Their opponent is the Oklahoma City Thunder. This year’s finals are unusual in that both teams are from smaller markets and traditional powers from bigger cities like the Boston Celtics, Los Angeles Lakers, Golden State Warriors, or New York Knicks are nowhere to be seen this time.
Why are sports so important to us?
Why do we rearrange our schedules, yell at our TVs, and wear the same lucky jersey even when logic tells us it’s ridiculous? What is it about watching athletes, many of them millionaires and as far removed from our lives as astronauts or rock stars, that can make us feel like we’re a part of something bigger?
When you consider these athletes are often just mercenaries going from team to highest bidding team, the notion becomes even more absurd. We’re rooting for a uniform, not a person. As Jerry Seinfeld once said, we’re cheering for clothes.

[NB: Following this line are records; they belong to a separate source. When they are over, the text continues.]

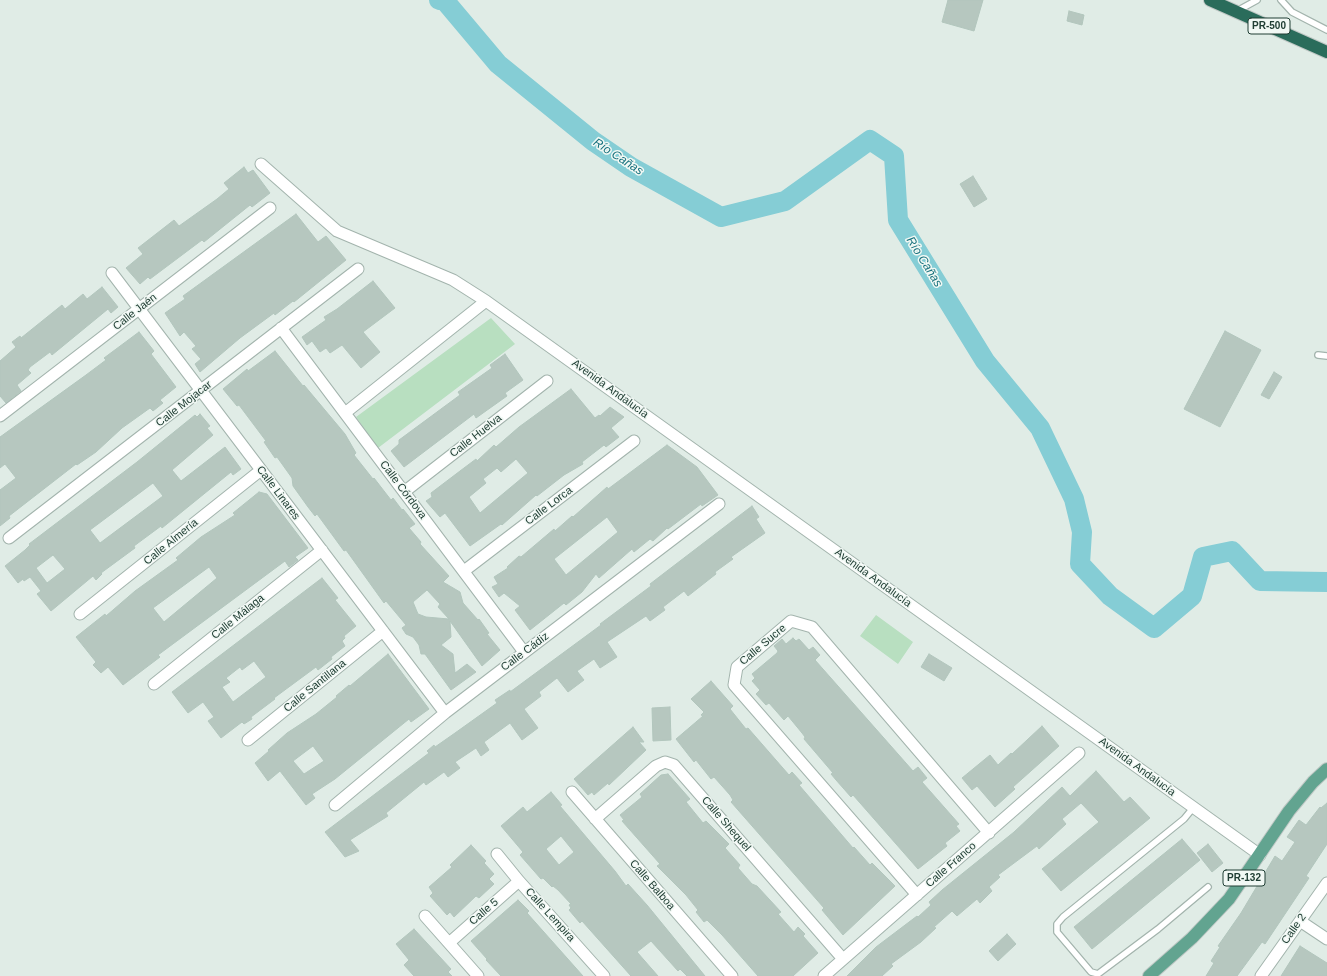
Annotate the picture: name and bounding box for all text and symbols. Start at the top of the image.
road number: PR-500 [1248,18,1290,34]
water label: Río Cañas [590,136,646,178]
water label: Río Cañas [903,234,945,290]
street label: Calle Jaén [110,291,160,333]
street label: Avenida Andalucía [569,357,651,421]
street label: Calle Mojacar [153,378,215,430]
street label: Calle Huelva [447,412,505,460]
street label: Calle Córdova [377,458,429,522]
street label: Calle Linares [253,463,303,523]
street label: Calle Lorca [523,484,575,528]
street label: Calle Almería [141,516,201,568]
street label: Avenida Andalucía [832,546,914,610]
street label: Calle Málaga [209,592,267,642]
street label: Calle Sucre [737,622,789,668]
street label: Calle Cádiz [499,630,551,674]
street label: Calle Santillana [281,657,349,715]
street label: Avenida Andalucía [1096,735,1178,799]
street label: Calle Shequel [699,794,753,854]
street label: Calle Franco [923,840,979,890]
street label: Calle Balboa [627,857,677,913]
road number: PR-132 [1223,870,1265,886]
street label: Calle Lempira [522,885,578,945]
street label: Calle 5 [467,896,501,928]
street label: Calle 2 [1279,911,1309,947]

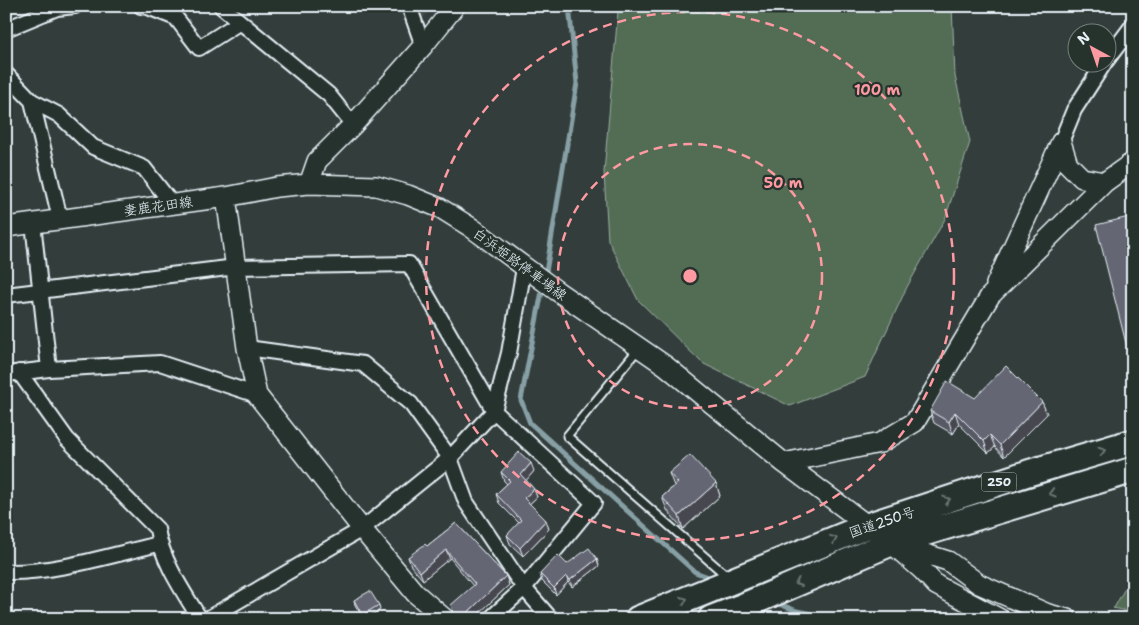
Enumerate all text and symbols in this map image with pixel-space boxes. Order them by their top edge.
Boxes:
north arrow [1066,22,1116,72]
text: N [1074,28,1094,49]
text: 100 m [854,80,900,100]
text: 50 m [764,173,803,193]
street label: 妻鹿花田線 [122,192,194,220]
street label: 白浜姫路停車場線 [469,224,571,304]
centre of rings [681,267,699,285]
one-way arrow [1097,447,1106,457]
road number: 250 [982,472,1016,492]
one-way arrow [1049,488,1057,498]
one-way arrow [942,495,951,505]
street label: 国道250号 [846,502,918,542]
one-way arrow [829,535,838,546]
one-way arrow [794,576,803,587]
one-way arrow [679,596,687,606]

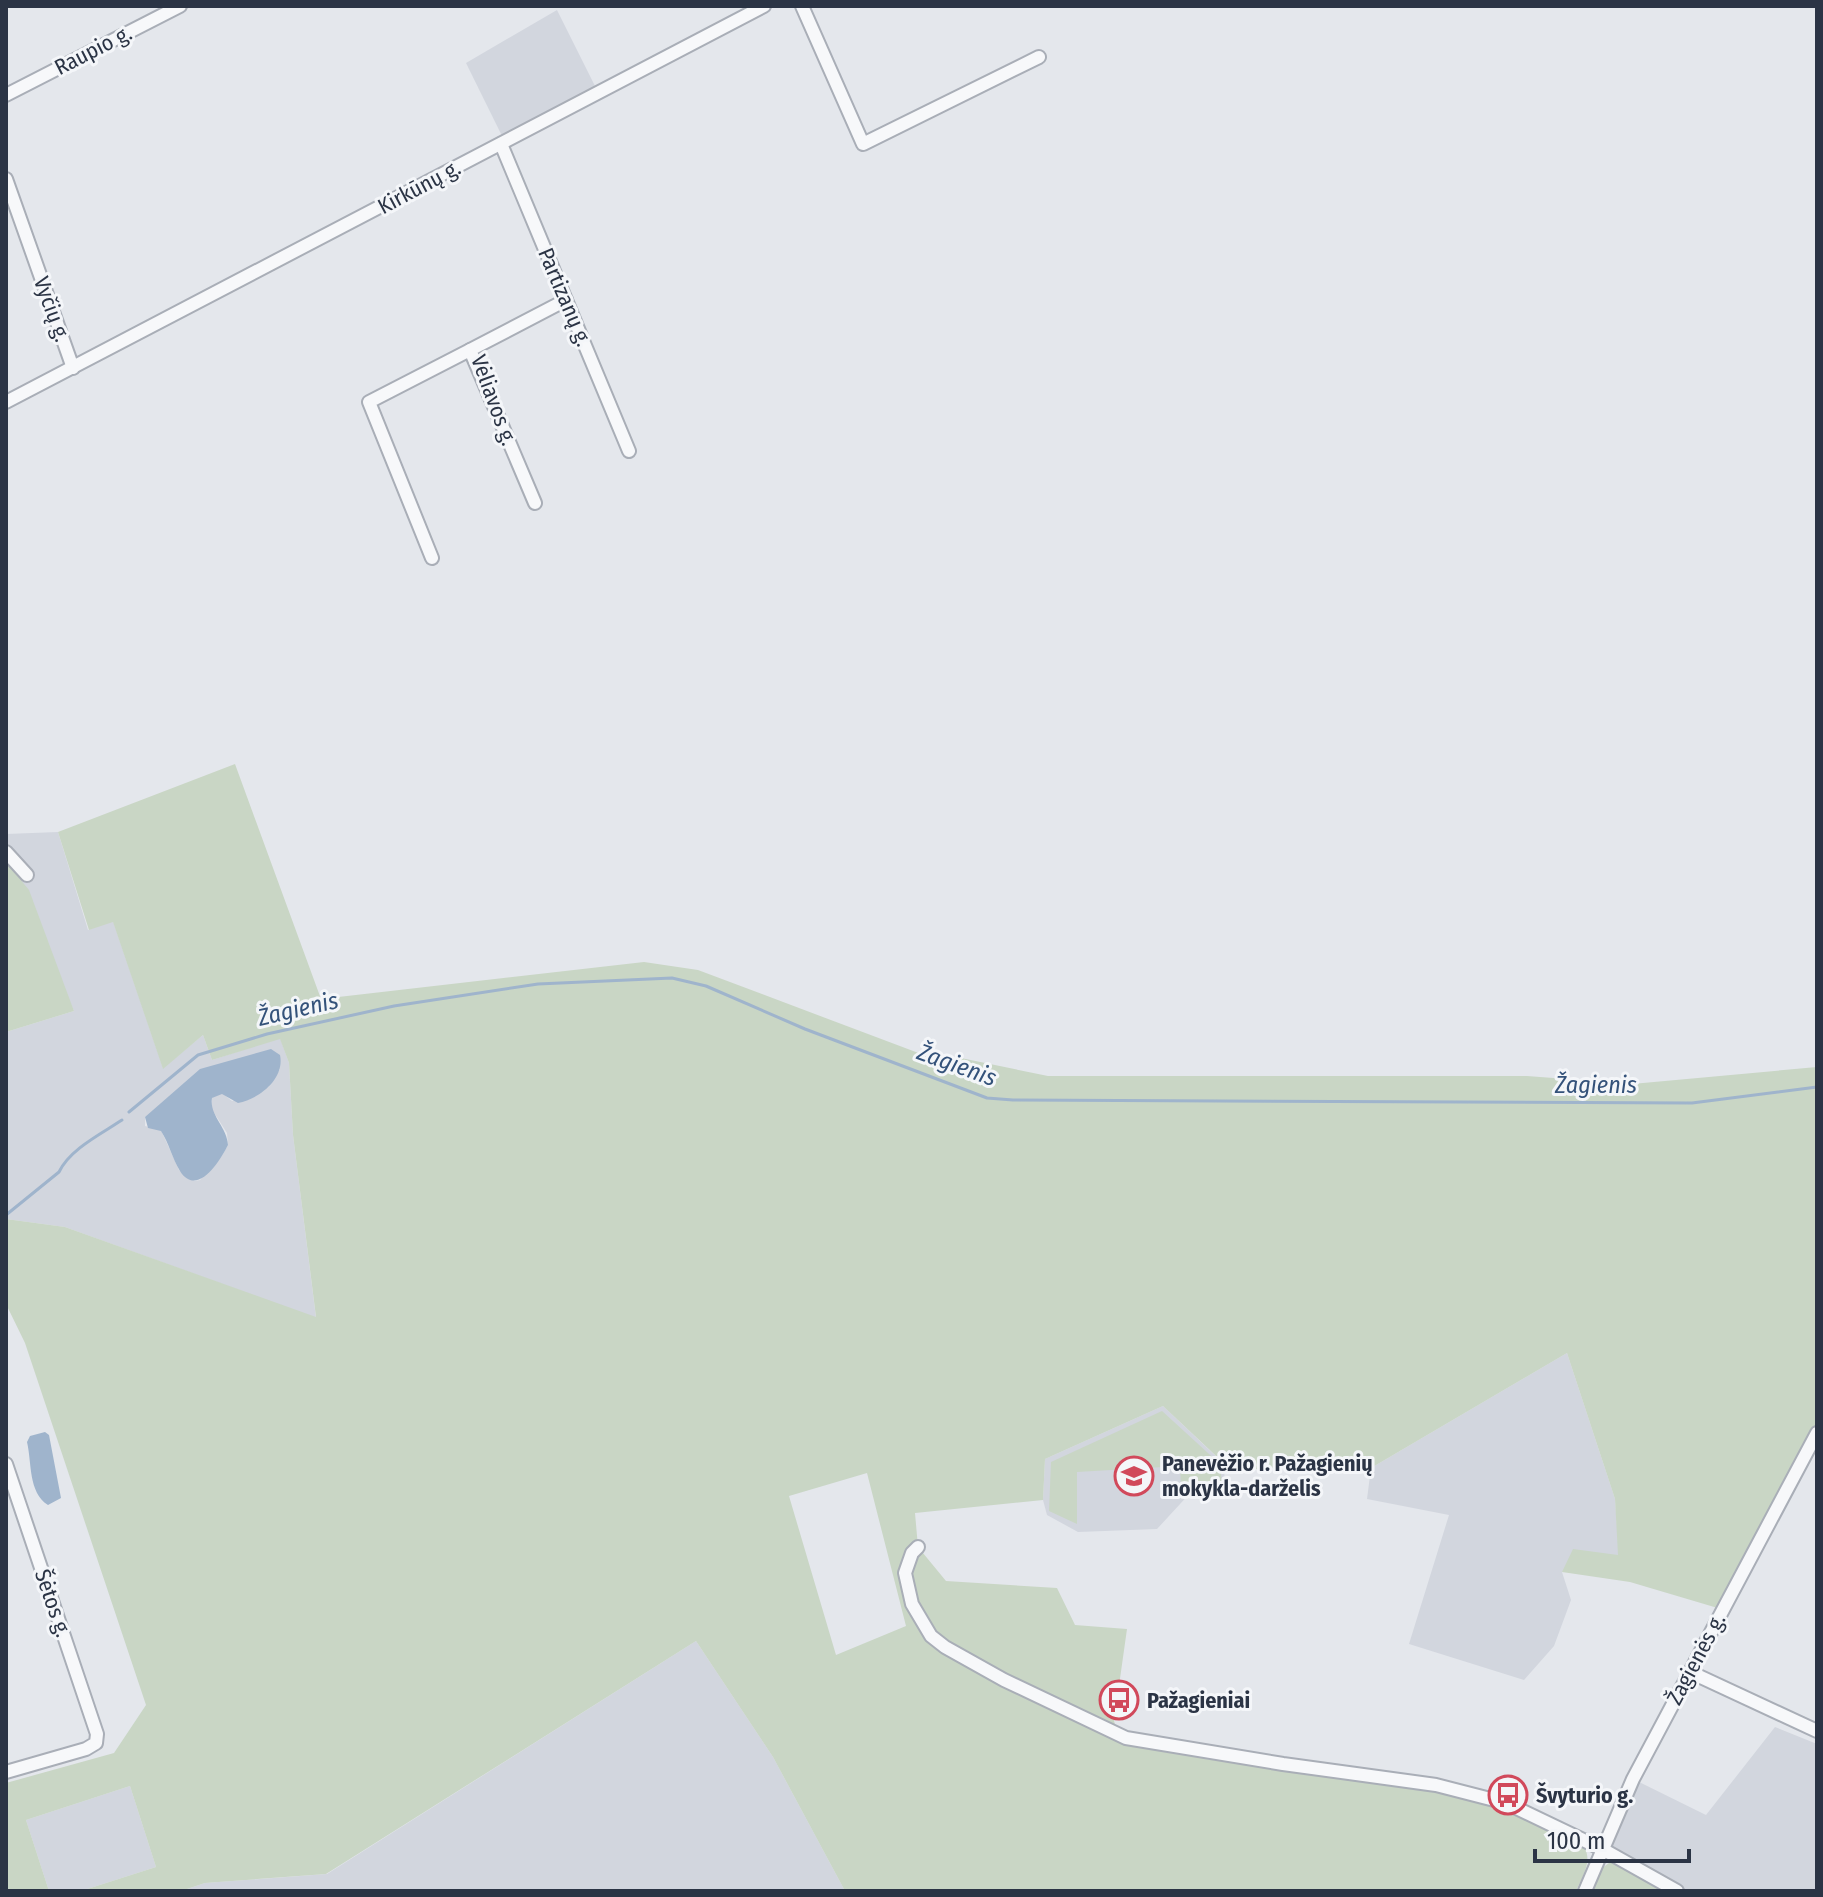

It’s easy to dismiss it all as “just a game,” and of course, on one level, it is. Grown people throwing and kicking balls or swinging bats to score points. But on another level, it’s deeply human. It’s unscripted theater. It’s community.
There’s something primal about rooting for a team that represents your city, especially when it’s a city that doesn’t get as much notoriety as New York or Los Angeles. When teams from smaller cities rise to the national stage, it feels like we rise with them. Our voices, our values, and our identity finally get their moment.
The other aspect of sports that is undeniable is connection with other people. Love for a team is passed down from generation to generation, often with season tickets attached. A grandfather tells stories of Reggie Miller’s battles with the Knicks. Perfect strangers with little else in common bond over the highs and lows of their favorite team. The small business owner puts a Pacers flag in the storefront window.
When JMV talks about these moments on the radio, he’s not just delivering scores and stats. He’s delivering shared emotion. He’s the connective tissue between the game and the people who care about it.
We also care because it’s a distraction from the real world. When global events feel out of control and the news cycles are overwhelming, sports offer an escape and some measure of clarity. You know who’s winning and losing. There’s a scoreboard and rules to be followed. And in the middle of all that, there’s hope.
Hope that the underdog might pull it off because we love the underdog.
There’s something about seeing a team with less history, less budget, and less star power come together and beat the odds. It reminds us that greatness isn’t always about pedigree. It’s about chemistry, timing, grit, belief, and sometimes luck. Things we can relate to in our own lives whether we’re running a business, raising a family, or chasing a dream that no one else quite understands.
When two smaller city teams like the Thunder and the Pacers compete, we don’t just see a basketball game. We see a metaphor. We see possibility. We see the quiet confidence of people who were never supposed to make it this far… but did.
Because every once in a while, the buzzer-beater falls, the long shot wins, and the once overlooked make history. And in that moment, we all win.